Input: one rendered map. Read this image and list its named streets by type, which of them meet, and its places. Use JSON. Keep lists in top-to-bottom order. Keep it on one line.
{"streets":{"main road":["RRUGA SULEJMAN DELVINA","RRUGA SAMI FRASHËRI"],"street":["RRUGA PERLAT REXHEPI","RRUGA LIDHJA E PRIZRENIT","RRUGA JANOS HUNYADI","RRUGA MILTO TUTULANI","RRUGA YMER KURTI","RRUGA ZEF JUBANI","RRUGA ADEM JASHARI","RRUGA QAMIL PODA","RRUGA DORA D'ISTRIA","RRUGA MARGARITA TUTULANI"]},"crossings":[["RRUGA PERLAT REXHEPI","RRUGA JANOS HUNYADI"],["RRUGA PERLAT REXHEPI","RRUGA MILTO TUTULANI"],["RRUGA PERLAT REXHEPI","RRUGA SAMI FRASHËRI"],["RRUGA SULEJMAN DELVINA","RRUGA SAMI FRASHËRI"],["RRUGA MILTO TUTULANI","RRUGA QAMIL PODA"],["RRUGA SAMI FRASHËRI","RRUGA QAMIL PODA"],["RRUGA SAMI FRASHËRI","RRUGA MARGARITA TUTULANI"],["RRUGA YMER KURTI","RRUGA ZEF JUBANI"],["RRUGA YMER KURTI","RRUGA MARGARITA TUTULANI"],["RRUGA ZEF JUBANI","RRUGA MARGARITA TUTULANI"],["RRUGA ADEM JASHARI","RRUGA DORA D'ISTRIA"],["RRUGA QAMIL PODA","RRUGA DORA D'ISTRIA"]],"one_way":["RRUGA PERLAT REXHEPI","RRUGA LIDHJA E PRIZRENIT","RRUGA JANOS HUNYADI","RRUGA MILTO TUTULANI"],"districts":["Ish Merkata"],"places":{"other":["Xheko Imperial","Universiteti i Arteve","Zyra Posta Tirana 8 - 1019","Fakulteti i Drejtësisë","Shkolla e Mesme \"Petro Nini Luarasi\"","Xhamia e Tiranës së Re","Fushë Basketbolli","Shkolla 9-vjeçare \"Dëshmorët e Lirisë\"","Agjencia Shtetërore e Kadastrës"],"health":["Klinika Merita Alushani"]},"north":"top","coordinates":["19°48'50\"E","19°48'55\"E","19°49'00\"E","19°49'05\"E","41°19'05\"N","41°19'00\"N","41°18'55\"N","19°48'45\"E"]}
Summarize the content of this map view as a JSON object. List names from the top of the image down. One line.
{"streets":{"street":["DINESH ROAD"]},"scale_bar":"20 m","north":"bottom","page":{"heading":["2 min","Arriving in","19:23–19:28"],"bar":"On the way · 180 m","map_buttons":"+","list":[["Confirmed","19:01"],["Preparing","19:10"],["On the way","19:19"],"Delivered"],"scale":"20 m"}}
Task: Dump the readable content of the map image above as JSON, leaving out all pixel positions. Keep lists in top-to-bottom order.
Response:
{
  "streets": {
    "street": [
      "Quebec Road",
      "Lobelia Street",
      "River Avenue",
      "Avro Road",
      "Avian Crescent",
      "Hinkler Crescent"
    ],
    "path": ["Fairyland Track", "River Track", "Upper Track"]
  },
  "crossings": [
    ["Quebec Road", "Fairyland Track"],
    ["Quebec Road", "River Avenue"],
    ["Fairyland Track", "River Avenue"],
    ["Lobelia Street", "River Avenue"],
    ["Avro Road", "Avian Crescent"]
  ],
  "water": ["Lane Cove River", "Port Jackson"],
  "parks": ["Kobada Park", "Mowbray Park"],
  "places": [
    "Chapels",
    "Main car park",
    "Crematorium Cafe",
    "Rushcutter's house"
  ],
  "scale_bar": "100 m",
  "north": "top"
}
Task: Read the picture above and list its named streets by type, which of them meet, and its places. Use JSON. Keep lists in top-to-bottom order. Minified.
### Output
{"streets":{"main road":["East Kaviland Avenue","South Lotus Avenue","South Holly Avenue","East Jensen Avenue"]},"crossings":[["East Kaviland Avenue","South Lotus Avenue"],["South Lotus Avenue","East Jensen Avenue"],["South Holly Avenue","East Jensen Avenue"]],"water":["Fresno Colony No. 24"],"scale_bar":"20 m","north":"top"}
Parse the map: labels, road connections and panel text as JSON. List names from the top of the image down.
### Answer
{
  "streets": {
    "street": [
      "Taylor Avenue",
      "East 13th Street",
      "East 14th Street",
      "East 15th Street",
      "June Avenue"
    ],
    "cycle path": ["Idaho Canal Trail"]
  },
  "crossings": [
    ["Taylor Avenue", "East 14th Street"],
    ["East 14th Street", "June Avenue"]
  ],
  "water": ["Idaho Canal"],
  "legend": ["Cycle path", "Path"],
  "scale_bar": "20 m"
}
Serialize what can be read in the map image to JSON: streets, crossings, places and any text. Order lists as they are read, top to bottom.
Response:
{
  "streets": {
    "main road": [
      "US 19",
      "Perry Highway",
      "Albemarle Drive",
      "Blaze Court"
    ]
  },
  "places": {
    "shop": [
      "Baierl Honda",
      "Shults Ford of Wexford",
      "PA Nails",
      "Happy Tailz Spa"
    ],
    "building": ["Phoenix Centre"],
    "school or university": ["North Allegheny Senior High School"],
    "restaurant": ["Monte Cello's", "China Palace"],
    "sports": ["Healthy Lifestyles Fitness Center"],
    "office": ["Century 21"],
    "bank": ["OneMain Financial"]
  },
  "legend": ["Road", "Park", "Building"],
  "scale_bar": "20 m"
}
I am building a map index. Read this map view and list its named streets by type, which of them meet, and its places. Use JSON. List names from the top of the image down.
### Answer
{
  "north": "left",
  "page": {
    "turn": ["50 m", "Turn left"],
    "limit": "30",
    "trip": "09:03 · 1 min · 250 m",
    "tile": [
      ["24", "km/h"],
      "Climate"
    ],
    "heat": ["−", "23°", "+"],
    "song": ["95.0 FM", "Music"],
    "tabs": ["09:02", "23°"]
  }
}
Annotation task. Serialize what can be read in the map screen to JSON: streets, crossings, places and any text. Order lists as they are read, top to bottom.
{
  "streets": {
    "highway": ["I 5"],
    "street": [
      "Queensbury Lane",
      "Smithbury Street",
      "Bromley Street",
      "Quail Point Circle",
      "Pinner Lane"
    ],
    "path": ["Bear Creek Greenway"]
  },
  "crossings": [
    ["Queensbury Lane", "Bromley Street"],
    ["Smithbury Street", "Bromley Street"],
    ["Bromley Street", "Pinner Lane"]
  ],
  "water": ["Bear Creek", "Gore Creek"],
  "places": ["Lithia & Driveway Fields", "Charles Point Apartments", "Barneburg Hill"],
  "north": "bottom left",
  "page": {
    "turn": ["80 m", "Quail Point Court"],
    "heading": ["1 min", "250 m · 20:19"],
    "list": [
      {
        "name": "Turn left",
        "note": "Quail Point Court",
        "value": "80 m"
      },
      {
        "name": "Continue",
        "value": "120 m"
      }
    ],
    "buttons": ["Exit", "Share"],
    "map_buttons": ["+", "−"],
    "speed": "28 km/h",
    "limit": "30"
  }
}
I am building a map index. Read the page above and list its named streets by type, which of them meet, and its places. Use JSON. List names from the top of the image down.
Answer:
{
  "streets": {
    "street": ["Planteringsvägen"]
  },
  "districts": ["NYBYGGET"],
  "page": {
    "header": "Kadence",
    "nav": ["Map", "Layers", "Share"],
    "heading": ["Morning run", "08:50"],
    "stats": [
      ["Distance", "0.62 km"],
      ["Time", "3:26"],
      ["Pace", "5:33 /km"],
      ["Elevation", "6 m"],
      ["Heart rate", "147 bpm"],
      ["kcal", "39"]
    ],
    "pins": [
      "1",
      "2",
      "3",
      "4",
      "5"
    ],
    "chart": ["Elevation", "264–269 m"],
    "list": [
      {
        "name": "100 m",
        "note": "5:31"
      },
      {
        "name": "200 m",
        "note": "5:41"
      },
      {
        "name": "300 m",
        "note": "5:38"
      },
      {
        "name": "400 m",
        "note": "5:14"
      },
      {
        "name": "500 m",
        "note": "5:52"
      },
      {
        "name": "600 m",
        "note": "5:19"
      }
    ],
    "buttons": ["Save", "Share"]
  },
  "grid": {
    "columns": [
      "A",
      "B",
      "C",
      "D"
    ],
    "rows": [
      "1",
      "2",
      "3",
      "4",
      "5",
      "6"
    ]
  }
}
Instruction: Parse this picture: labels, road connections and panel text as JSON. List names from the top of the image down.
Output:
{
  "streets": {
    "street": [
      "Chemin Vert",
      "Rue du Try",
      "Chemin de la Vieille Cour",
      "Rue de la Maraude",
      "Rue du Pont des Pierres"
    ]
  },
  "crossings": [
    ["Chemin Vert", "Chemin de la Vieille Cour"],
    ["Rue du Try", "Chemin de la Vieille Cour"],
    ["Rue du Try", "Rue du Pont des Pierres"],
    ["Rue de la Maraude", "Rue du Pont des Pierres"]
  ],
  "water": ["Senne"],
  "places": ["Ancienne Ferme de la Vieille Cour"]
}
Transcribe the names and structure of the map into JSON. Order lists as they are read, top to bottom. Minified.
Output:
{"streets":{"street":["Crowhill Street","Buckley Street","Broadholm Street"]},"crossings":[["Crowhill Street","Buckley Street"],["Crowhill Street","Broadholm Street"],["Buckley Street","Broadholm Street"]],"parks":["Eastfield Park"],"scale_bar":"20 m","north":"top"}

• • •

• _WORK ORDER_
If a line of the entries contains "above", it counts; say how many such lines there are and give only the number.

• _RESPONSE TO THE TASK_
3